The only solution for this that I can think of would require a Windows machine that's able to run the Move media player plus an application that streams video from the Windows machine to PS3 Linux. The only one I know of is called
StreamMyGame, and I haven't tried it myself.
Hopefully, while it isn't what you want to hear, this will save you a lot of time and frustration. It won't make any difference what Linux distro you're running on your PS3.
Regarding your QEMU install not showing up in the package manager ... it sounds like you installed it using a binary package (usually these end with .tar.gz) and that wouldn't show up. Only RPM packages you install will show up in the package manager. Also I don't know if you installed a PPC version of QEMU which is what you'd need, and I only see a binary distribution for linux-i386 on the QEMU site -- that won't work.

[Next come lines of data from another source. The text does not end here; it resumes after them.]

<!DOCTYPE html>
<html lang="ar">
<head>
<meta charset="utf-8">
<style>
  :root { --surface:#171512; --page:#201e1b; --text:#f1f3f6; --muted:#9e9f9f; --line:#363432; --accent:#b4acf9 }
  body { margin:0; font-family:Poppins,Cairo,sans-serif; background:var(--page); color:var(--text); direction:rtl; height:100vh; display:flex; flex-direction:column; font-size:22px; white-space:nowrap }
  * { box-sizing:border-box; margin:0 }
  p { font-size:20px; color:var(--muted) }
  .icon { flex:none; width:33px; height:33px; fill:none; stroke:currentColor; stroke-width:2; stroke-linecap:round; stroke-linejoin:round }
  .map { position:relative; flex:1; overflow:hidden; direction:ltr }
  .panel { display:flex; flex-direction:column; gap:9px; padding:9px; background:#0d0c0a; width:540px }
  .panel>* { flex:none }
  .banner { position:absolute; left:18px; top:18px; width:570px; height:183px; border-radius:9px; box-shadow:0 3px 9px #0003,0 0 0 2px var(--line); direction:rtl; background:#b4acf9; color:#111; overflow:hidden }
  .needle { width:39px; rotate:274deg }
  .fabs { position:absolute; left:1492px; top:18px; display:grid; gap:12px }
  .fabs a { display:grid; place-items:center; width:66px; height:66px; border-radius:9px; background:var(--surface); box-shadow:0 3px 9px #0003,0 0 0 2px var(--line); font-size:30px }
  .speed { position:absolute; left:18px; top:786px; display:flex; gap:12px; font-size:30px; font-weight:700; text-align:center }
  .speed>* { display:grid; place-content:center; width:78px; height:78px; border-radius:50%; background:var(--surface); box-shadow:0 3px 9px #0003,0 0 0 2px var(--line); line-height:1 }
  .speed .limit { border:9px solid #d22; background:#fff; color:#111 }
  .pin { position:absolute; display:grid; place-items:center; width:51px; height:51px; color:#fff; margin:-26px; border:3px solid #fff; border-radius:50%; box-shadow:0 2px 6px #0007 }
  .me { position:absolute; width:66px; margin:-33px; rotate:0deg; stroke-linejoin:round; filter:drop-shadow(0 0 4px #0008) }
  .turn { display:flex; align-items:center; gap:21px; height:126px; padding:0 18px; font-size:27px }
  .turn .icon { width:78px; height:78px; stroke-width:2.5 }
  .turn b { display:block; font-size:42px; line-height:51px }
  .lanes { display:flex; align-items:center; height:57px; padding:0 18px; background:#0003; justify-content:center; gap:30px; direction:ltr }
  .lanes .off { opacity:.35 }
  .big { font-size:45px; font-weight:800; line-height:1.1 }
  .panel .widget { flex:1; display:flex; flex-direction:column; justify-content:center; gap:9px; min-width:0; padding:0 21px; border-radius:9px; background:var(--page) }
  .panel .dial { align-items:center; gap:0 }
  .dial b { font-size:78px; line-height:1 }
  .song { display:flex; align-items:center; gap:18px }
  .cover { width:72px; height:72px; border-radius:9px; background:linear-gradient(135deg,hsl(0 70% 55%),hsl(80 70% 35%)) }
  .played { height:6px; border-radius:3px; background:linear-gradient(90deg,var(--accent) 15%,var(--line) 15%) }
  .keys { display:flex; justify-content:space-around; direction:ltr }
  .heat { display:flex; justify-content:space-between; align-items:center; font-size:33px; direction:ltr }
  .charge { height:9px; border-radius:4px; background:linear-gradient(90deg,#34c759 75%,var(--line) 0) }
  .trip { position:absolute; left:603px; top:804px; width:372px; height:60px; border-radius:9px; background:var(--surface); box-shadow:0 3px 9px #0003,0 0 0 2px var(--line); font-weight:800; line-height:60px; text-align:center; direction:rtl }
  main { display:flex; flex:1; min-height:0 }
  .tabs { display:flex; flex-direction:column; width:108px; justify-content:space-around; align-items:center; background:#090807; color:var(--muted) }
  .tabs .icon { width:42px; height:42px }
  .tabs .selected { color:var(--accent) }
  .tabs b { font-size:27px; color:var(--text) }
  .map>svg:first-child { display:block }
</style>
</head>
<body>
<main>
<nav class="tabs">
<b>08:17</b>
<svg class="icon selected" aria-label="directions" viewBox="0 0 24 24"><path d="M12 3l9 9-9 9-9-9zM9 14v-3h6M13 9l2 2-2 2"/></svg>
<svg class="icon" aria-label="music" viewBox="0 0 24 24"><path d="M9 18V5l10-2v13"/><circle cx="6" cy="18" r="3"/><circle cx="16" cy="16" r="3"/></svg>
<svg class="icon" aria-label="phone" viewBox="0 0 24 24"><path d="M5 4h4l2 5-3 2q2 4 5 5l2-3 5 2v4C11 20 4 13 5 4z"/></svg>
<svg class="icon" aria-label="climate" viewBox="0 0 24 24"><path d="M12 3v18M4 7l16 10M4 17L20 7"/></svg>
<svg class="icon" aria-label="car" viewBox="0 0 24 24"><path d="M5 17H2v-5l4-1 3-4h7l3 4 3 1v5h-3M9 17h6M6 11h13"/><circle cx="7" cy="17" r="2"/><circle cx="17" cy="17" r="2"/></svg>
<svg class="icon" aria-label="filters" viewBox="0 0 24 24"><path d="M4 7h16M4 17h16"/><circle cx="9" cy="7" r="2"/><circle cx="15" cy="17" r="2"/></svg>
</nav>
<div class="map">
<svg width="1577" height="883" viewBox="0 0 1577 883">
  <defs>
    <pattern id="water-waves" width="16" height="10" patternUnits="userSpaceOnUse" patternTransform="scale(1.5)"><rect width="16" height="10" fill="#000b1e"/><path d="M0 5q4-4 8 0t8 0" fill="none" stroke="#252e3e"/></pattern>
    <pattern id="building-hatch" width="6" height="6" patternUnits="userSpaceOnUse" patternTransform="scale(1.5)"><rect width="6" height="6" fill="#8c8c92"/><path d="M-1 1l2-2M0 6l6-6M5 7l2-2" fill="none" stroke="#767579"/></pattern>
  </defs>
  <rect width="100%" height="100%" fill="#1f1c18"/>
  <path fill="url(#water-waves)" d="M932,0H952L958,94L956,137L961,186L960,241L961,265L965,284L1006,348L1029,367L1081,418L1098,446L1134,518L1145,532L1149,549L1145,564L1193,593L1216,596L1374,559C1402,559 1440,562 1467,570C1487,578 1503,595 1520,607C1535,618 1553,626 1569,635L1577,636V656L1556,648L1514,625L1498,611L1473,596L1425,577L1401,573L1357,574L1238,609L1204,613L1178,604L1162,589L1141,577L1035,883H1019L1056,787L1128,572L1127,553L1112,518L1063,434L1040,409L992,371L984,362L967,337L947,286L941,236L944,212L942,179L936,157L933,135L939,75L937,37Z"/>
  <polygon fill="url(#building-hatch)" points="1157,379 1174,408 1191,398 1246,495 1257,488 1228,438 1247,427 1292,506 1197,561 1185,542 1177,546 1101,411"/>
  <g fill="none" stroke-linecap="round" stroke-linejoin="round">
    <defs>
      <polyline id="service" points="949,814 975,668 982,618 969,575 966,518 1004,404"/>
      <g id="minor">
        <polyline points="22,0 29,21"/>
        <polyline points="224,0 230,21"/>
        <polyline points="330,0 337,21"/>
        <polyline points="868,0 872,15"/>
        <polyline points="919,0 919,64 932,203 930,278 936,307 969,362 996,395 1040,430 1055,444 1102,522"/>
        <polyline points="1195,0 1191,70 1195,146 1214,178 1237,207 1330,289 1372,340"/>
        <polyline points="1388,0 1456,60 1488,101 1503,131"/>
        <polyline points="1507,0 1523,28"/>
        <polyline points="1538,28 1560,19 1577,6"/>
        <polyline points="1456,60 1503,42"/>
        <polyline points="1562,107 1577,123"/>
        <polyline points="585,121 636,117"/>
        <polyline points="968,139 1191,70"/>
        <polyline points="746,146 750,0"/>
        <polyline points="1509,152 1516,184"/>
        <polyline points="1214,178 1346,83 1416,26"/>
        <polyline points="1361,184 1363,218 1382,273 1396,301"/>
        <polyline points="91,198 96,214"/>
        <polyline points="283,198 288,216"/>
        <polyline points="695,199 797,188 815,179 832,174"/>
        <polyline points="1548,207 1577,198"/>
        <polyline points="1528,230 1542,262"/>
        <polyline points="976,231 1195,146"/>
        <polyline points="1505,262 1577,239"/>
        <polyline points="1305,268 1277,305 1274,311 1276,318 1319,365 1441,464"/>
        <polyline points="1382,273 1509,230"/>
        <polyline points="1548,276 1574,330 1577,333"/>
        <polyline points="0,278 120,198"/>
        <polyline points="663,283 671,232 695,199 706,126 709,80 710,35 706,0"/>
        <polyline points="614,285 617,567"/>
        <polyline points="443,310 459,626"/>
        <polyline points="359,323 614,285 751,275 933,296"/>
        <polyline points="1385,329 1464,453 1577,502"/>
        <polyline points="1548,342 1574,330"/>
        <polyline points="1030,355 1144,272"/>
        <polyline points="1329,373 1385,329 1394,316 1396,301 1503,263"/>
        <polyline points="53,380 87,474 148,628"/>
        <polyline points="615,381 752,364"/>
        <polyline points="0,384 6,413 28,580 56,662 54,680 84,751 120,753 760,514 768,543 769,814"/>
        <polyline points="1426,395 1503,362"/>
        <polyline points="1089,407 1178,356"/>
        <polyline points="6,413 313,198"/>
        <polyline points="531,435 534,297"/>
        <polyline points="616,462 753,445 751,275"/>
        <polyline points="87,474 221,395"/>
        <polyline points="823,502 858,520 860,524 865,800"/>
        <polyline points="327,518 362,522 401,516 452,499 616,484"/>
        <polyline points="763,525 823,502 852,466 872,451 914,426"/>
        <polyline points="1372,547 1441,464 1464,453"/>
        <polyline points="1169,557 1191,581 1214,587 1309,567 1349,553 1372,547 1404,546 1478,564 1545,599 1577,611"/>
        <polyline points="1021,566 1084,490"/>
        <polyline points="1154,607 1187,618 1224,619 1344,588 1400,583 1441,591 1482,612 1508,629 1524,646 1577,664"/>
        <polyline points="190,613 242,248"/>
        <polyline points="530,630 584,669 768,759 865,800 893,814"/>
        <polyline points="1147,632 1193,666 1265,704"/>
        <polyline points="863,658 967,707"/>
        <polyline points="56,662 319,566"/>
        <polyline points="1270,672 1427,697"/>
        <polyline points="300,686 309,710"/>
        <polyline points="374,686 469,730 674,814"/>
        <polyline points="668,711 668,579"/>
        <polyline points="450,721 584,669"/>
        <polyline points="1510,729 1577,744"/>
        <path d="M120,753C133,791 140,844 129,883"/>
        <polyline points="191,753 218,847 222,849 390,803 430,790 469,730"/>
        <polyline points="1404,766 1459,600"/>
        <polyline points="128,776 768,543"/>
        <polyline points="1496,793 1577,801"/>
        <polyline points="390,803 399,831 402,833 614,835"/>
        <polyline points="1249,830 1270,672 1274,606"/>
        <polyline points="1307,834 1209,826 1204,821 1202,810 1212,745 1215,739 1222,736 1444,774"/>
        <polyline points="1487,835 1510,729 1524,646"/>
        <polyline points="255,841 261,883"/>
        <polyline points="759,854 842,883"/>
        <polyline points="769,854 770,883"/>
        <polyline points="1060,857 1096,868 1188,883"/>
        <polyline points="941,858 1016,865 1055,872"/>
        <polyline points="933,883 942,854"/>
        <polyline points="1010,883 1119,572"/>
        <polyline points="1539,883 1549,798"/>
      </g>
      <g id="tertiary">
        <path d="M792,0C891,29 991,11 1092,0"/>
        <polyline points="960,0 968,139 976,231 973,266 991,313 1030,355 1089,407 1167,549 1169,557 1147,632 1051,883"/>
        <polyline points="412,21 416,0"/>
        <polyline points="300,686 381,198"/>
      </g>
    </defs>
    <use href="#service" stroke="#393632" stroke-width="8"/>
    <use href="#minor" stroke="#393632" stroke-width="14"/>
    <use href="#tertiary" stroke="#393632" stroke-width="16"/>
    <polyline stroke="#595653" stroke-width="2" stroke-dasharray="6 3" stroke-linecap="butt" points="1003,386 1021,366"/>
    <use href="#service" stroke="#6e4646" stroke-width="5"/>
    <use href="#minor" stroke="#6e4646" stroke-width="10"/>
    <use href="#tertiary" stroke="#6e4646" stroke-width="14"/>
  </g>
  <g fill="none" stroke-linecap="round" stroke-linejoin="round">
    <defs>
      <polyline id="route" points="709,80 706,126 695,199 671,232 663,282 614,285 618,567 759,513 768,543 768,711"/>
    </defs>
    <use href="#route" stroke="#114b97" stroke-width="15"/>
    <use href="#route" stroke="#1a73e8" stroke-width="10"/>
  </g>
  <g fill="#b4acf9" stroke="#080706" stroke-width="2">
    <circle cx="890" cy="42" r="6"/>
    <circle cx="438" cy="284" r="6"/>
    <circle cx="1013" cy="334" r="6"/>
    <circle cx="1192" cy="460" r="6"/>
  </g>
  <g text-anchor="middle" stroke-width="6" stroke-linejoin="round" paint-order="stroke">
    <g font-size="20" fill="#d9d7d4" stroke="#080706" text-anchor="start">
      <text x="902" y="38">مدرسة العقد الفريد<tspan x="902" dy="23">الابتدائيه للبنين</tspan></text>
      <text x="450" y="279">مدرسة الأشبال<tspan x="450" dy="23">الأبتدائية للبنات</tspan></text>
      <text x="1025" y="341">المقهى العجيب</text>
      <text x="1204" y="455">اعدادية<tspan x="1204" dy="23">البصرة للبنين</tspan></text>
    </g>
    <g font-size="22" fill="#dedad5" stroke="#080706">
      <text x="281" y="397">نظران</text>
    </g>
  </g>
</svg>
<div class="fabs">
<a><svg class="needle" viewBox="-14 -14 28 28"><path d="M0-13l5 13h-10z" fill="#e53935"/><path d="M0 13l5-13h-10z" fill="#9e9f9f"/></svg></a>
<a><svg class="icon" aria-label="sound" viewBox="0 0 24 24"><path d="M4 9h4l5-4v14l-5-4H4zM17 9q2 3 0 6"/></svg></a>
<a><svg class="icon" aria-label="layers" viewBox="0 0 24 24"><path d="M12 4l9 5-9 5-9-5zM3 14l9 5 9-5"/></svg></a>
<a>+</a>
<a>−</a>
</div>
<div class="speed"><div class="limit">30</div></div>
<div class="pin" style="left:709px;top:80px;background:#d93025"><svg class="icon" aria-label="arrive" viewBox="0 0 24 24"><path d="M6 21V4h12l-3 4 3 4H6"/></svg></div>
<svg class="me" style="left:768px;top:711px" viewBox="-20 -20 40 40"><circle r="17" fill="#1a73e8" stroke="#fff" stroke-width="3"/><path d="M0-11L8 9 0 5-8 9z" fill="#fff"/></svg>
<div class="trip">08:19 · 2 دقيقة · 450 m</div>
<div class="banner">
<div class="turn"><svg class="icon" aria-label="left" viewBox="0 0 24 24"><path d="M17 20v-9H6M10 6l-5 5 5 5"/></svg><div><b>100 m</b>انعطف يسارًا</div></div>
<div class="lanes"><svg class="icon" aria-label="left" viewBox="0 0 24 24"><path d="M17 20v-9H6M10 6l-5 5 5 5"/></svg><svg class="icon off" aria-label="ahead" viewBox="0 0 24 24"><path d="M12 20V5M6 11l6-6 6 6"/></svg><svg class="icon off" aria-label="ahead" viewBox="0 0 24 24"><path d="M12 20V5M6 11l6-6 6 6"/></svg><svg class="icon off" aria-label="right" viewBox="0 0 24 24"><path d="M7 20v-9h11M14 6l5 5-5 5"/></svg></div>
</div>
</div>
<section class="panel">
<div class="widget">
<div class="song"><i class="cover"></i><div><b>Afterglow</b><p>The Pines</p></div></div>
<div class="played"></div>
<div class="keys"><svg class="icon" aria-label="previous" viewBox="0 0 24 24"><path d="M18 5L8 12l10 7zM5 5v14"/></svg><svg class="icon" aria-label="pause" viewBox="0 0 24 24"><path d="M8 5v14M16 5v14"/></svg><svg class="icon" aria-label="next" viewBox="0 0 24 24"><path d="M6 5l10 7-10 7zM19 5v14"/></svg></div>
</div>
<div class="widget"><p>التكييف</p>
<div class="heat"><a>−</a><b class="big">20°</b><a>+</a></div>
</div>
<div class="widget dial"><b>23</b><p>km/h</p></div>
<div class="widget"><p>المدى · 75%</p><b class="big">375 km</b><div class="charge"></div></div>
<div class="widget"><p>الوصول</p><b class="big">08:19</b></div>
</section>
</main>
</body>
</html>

The best way to install QEMU would be to follow the "How to Install Software (YDL6)" guide here:
viewtopic.php?t=3017Then install it from Add/Remove Software or use
yum install qemu from a terminal window. It won't show up in your applications menu because it's a command-line based emulator, and then you'd still need to install Windows on a hard drive image created with qemu-img.
But for what you're trying to do, I don't think this will be a workable solution.